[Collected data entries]
*** Begin section ***

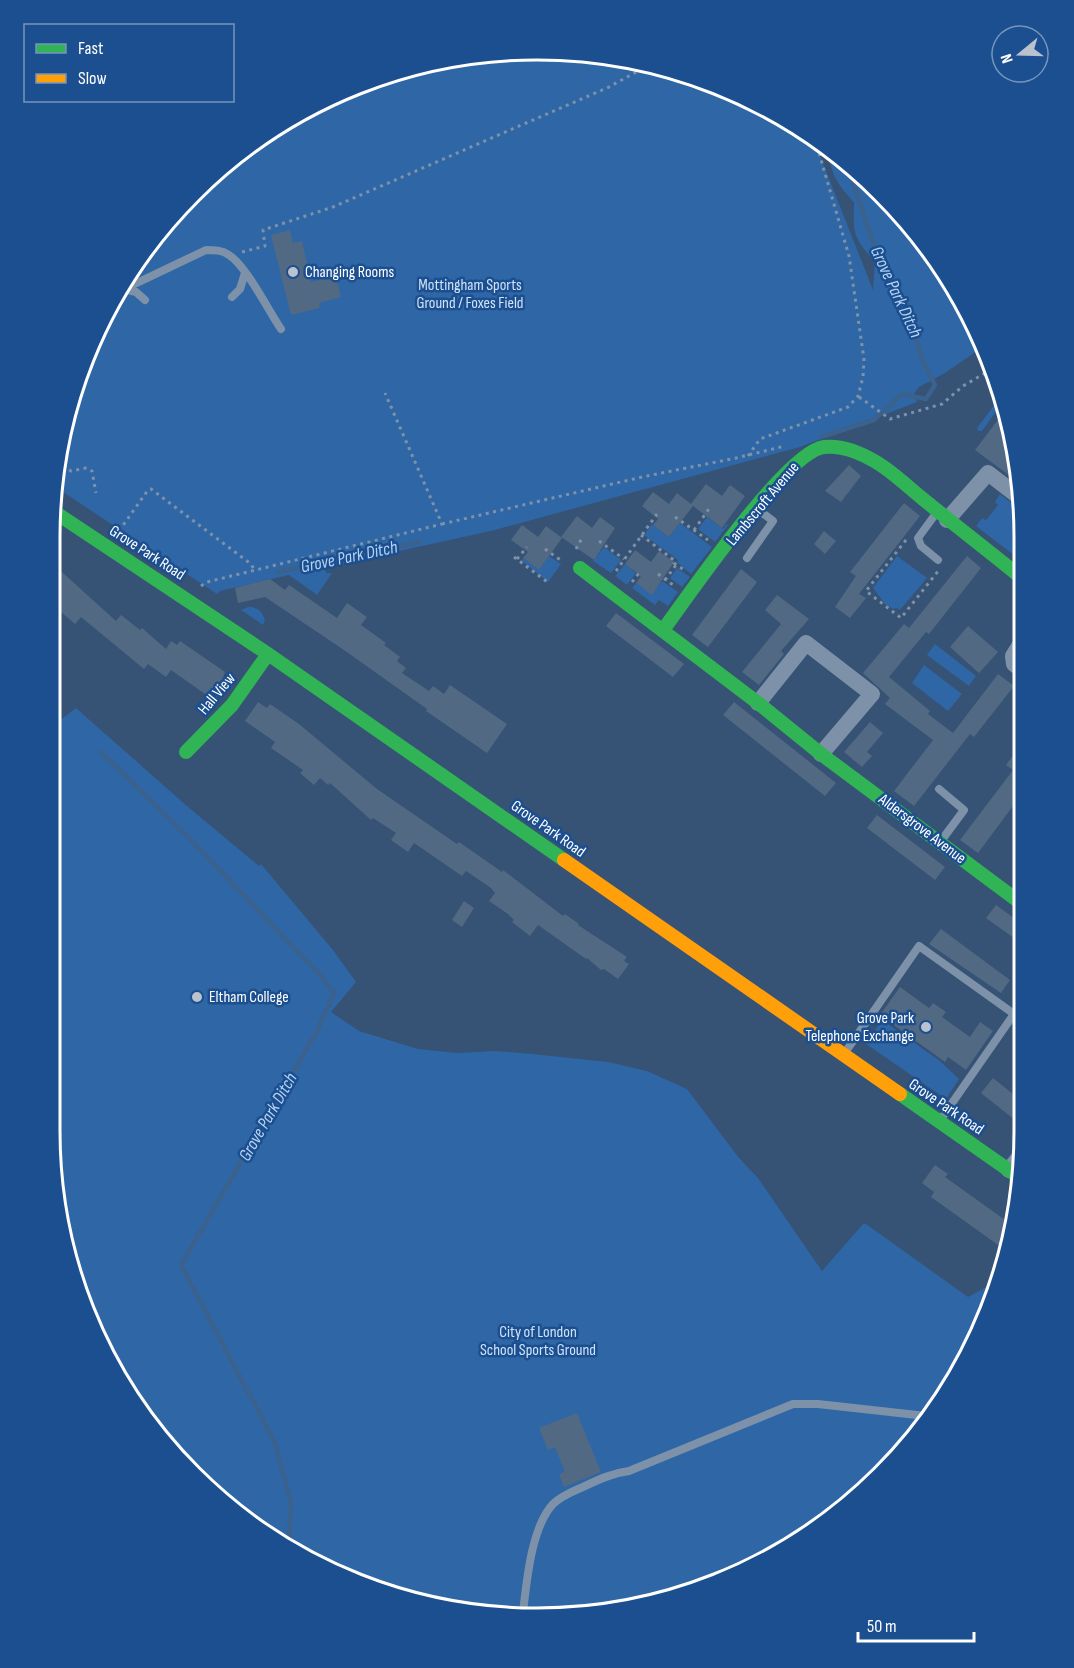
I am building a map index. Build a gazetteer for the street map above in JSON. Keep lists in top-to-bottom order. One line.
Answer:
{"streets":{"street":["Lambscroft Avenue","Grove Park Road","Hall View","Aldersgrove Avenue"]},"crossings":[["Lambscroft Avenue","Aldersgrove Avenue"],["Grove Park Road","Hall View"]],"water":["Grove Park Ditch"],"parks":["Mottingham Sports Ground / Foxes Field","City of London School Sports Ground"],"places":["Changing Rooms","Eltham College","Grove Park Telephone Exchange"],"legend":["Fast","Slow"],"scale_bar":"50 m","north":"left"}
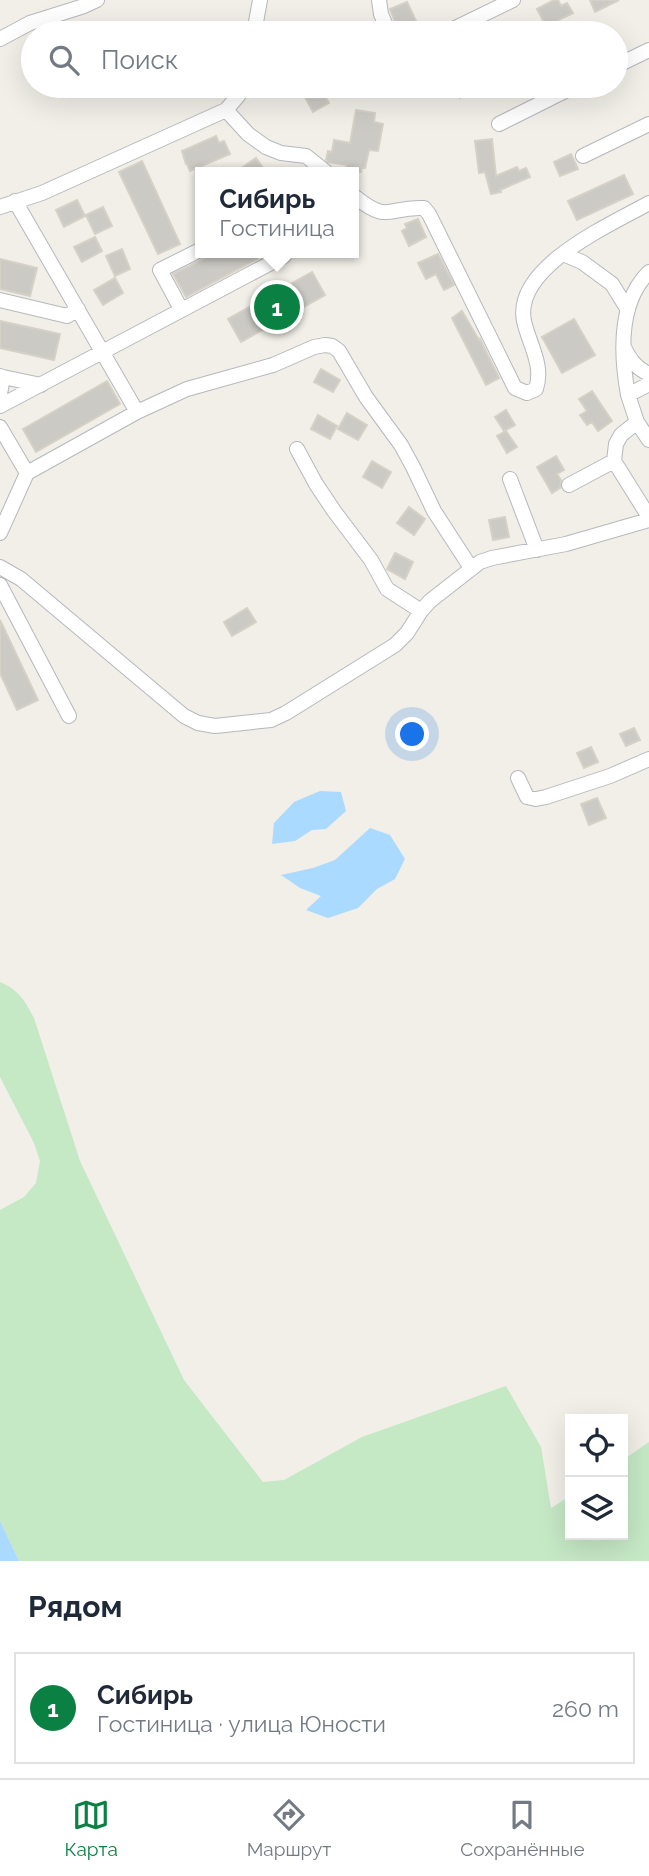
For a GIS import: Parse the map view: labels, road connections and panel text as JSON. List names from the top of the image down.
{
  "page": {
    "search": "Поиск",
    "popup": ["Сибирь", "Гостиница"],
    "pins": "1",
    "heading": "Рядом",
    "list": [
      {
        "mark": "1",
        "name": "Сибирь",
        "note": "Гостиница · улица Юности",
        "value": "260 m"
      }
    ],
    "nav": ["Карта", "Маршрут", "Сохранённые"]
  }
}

*** End section ***

Transcribe all the lines above exactly, apart from the pictures.

I am building a map index. Build a gazetteer for the street map above in JSON. Keep lists in top-to-bottom order. One line.
Answer:
{"streets":{"street":["Lambscroft Avenue","Grove Park Road","Hall View","Aldersgrove Avenue"]},"crossings":[["Lambscroft Avenue","Aldersgrove Avenue"],["Grove Park Road","Hall View"]],"water":["Grove Park Ditch"],"parks":["Mottingham Sports Ground / Foxes Field","City of London School Sports Ground"],"places":["Changing Rooms","Eltham College","Grove Park Telephone Exchange"],"legend":["Fast","Slow"],"scale_bar":"50 m","north":"left"}
For a GIS import: Parse the map view: labels, road connections and panel text as JSON. List names from the top of the image down.
{
  "page": {
    "search": "Поиск",
    "popup": ["Сибирь", "Гостиница"],
    "pins": "1",
    "heading": "Рядом",
    "list": [
      {
        "mark": "1",
        "name": "Сибирь",
        "note": "Гостиница · улица Юности",
        "value": "260 m"
      }
    ],
    "nav": ["Карта", "Маршрут", "Сохранённые"]
  }
}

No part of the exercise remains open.